Data entries:
*** Begin section ***

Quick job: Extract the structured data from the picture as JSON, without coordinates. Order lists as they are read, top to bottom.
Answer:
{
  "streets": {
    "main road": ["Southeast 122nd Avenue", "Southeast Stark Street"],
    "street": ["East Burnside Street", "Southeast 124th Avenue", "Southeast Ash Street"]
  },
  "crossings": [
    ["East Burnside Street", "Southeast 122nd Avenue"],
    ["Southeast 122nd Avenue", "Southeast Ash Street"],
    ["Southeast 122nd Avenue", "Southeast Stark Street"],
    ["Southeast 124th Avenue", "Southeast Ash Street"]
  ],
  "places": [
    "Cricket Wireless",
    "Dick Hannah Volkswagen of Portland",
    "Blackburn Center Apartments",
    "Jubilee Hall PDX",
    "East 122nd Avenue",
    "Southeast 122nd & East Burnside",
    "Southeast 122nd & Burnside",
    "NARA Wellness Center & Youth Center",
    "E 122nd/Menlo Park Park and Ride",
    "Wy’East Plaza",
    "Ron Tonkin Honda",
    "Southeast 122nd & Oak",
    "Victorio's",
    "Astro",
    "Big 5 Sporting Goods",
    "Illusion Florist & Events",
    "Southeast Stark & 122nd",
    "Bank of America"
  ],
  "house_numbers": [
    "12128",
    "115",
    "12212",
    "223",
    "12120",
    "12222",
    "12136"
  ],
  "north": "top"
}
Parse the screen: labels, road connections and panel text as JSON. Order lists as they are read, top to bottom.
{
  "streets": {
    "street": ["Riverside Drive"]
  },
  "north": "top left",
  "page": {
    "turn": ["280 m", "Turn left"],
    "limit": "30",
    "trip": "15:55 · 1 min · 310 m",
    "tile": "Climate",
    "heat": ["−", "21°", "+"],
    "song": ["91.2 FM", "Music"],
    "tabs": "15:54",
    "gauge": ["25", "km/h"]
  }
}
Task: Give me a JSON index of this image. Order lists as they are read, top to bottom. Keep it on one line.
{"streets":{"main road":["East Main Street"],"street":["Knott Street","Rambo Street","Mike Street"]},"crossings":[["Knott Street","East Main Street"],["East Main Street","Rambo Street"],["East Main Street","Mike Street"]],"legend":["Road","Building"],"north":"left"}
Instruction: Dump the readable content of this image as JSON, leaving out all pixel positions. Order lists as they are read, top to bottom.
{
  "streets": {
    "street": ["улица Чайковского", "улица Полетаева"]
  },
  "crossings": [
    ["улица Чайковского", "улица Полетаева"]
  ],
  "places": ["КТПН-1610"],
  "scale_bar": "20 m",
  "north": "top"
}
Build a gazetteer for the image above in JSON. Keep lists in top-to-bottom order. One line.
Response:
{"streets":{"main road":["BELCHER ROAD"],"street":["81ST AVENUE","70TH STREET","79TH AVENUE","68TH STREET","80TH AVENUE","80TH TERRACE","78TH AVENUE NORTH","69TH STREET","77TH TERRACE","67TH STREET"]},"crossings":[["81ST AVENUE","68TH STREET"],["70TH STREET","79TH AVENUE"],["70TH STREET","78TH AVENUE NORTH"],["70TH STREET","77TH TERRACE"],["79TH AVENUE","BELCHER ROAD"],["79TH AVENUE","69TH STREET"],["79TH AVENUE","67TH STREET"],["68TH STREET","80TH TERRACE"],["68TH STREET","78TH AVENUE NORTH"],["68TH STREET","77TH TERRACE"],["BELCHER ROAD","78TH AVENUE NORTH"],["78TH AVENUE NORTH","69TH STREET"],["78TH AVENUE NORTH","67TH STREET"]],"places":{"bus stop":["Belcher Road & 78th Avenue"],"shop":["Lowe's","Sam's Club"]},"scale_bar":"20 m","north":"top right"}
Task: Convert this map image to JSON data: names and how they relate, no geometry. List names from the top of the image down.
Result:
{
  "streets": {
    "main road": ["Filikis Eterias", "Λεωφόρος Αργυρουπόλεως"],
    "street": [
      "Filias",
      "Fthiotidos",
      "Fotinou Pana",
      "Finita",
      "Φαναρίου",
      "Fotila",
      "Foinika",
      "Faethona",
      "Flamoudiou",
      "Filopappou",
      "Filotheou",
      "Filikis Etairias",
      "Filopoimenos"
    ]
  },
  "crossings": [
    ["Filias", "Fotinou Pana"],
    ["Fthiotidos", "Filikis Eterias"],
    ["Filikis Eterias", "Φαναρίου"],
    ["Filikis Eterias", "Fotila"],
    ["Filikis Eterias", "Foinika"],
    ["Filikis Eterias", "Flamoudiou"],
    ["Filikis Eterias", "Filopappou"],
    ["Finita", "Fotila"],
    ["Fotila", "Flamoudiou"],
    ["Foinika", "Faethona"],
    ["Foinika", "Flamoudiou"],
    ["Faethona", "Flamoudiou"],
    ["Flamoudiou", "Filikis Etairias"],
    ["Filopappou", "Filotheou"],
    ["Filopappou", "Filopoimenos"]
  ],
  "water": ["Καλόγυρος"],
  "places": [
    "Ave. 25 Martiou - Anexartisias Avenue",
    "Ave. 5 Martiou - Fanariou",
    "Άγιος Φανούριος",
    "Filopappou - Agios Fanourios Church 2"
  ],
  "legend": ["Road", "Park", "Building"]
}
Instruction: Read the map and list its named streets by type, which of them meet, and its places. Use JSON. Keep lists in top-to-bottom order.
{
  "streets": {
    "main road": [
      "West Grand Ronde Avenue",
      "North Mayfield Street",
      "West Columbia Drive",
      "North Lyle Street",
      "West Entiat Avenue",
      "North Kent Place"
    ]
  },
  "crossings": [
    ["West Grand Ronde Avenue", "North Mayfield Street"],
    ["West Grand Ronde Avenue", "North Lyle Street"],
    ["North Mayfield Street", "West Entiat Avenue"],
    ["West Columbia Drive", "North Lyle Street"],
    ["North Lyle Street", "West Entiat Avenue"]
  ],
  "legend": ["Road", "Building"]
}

*** End section ***

=== What you need to do ===
From the first line to the last, please write out the entries exactly.

=== Result ===
Quick job: Extract the structured data from the picture as JSON, without coordinates. Order lists as they are read, top to bottom.
Answer:
{
  "streets": {
    "main road": ["Southeast 122nd Avenue", "Southeast Stark Street"],
    "street": ["East Burnside Street", "Southeast 124th Avenue", "Southeast Ash Street"]
  },
  "crossings": [
    ["East Burnside Street", "Southeast 122nd Avenue"],
    ["Southeast 122nd Avenue", "Southeast Ash Street"],
    ["Southeast 122nd Avenue", "Southeast Stark Street"],
    ["Southeast 124th Avenue", "Southeast Ash Street"]
  ],
  "places": [
    "Cricket Wireless",
    "Dick Hannah Volkswagen of Portland",
    "Blackburn Center Apartments",
    "Jubilee Hall PDX",
    "East 122nd Avenue",
    "Southeast 122nd & East Burnside",
    "Southeast 122nd & Burnside",
    "NARA Wellness Center & Youth Center",
    "E 122nd/Menlo Park Park and Ride",
    "Wy’East Plaza",
    "Ron Tonkin Honda",
    "Southeast 122nd & Oak",
    "Victorio's",
    "Astro",
    "Big 5 Sporting Goods",
    "Illusion Florist & Events",
    "Southeast Stark & 122nd",
    "Bank of America"
  ],
  "house_numbers": [
    "12128",
    "115",
    "12212",
    "223",
    "12120",
    "12222",
    "12136"
  ],
  "north": "top"
}
Parse the screen: labels, road connections and panel text as JSON. Order lists as they are read, top to bottom.
{
  "streets": {
    "street": ["Riverside Drive"]
  },
  "north": "top left",
  "page": {
    "turn": ["280 m", "Turn left"],
    "limit": "30",
    "trip": "15:55 · 1 min · 310 m",
    "tile": "Climate",
    "heat": ["−", "21°", "+"],
    "song": ["91.2 FM", "Music"],
    "tabs": "15:54",
    "gauge": ["25", "km/h"]
  }
}
Task: Give me a JSON index of this image. Order lists as they are read, top to bottom. Keep it on one line.
{"streets":{"main road":["East Main Street"],"street":["Knott Street","Rambo Street","Mike Street"]},"crossings":[["Knott Street","East Main Street"],["East Main Street","Rambo Street"],["East Main Street","Mike Street"]],"legend":["Road","Building"],"north":"left"}
Instruction: Dump the readable content of this image as JSON, leaving out all pixel positions. Order lists as they are read, top to bottom.
{
  "streets": {
    "street": ["улица Чайковского", "улица Полетаева"]
  },
  "crossings": [
    ["улица Чайковского", "улица Полетаева"]
  ],
  "places": ["КТПН-1610"],
  "scale_bar": "20 m",
  "north": "top"
}
Build a gazetteer for the image above in JSON. Keep lists in top-to-bottom order. One line.
Response:
{"streets":{"main road":["BELCHER ROAD"],"street":["81ST AVENUE","70TH STREET","79TH AVENUE","68TH STREET","80TH AVENUE","80TH TERRACE","78TH AVENUE NORTH","69TH STREET","77TH TERRACE","67TH STREET"]},"crossings":[["81ST AVENUE","68TH STREET"],["70TH STREET","79TH AVENUE"],["70TH STREET","78TH AVENUE NORTH"],["70TH STREET","77TH TERRACE"],["79TH AVENUE","BELCHER ROAD"],["79TH AVENUE","69TH STREET"],["79TH AVENUE","67TH STREET"],["68TH STREET","80TH TERRACE"],["68TH STREET","78TH AVENUE NORTH"],["68TH STREET","77TH TERRACE"],["BELCHER ROAD","78TH AVENUE NORTH"],["78TH AVENUE NORTH","69TH STREET"],["78TH AVENUE NORTH","67TH STREET"]],"places":{"bus stop":["Belcher Road & 78th Avenue"],"shop":["Lowe's","Sam's Club"]},"scale_bar":"20 m","north":"top right"}
Task: Convert this map image to JSON data: names and how they relate, no geometry. List names from the top of the image down.
Result:
{
  "streets": {
    "main road": ["Filikis Eterias", "Λεωφόρος Αργυρουπόλεως"],
    "street": [
      "Filias",
      "Fthiotidos",
      "Fotinou Pana",
      "Finita",
      "Φαναρίου",
      "Fotila",
      "Foinika",
      "Faethona",
      "Flamoudiou",
      "Filopappou",
      "Filotheou",
      "Filikis Etairias",
      "Filopoimenos"
    ]
  },
  "crossings": [
    ["Filias", "Fotinou Pana"],
    ["Fthiotidos", "Filikis Eterias"],
    ["Filikis Eterias", "Φαναρίου"],
    ["Filikis Eterias", "Fotila"],
    ["Filikis Eterias", "Foinika"],
    ["Filikis Eterias", "Flamoudiou"],
    ["Filikis Eterias", "Filopappou"],
    ["Finita", "Fotila"],
    ["Fotila", "Flamoudiou"],
    ["Foinika", "Faethona"],
    ["Foinika", "Flamoudiou"],
    ["Faethona", "Flamoudiou"],
    ["Flamoudiou", "Filikis Etairias"],
    ["Filopappou", "Filotheou"],
    ["Filopappou", "Filopoimenos"]
  ],
  "water": ["Καλόγυρος"],
  "places": [
    "Ave. 25 Martiou - Anexartisias Avenue",
    "Ave. 5 Martiou - Fanariou",
    "Άγιος Φανούριος",
    "Filopappou - Agios Fanourios Church 2"
  ],
  "legend": ["Road", "Park", "Building"]
}
Instruction: Read the map and list its named streets by type, which of them meet, and its places. Use JSON. Keep lists in top-to-bottom order.
{
  "streets": {
    "main road": [
      "West Grand Ronde Avenue",
      "North Mayfield Street",
      "West Columbia Drive",
      "North Lyle Street",
      "West Entiat Avenue",
      "North Kent Place"
    ]
  },
  "crossings": [
    ["West Grand Ronde Avenue", "North Mayfield Street"],
    ["West Grand Ronde Avenue", "North Lyle Street"],
    ["North Mayfield Street", "West Entiat Avenue"],
    ["West Columbia Drive", "North Lyle Street"],
    ["North Lyle Street", "West Entiat Avenue"]
  ],
  "legend": ["Road", "Building"]
}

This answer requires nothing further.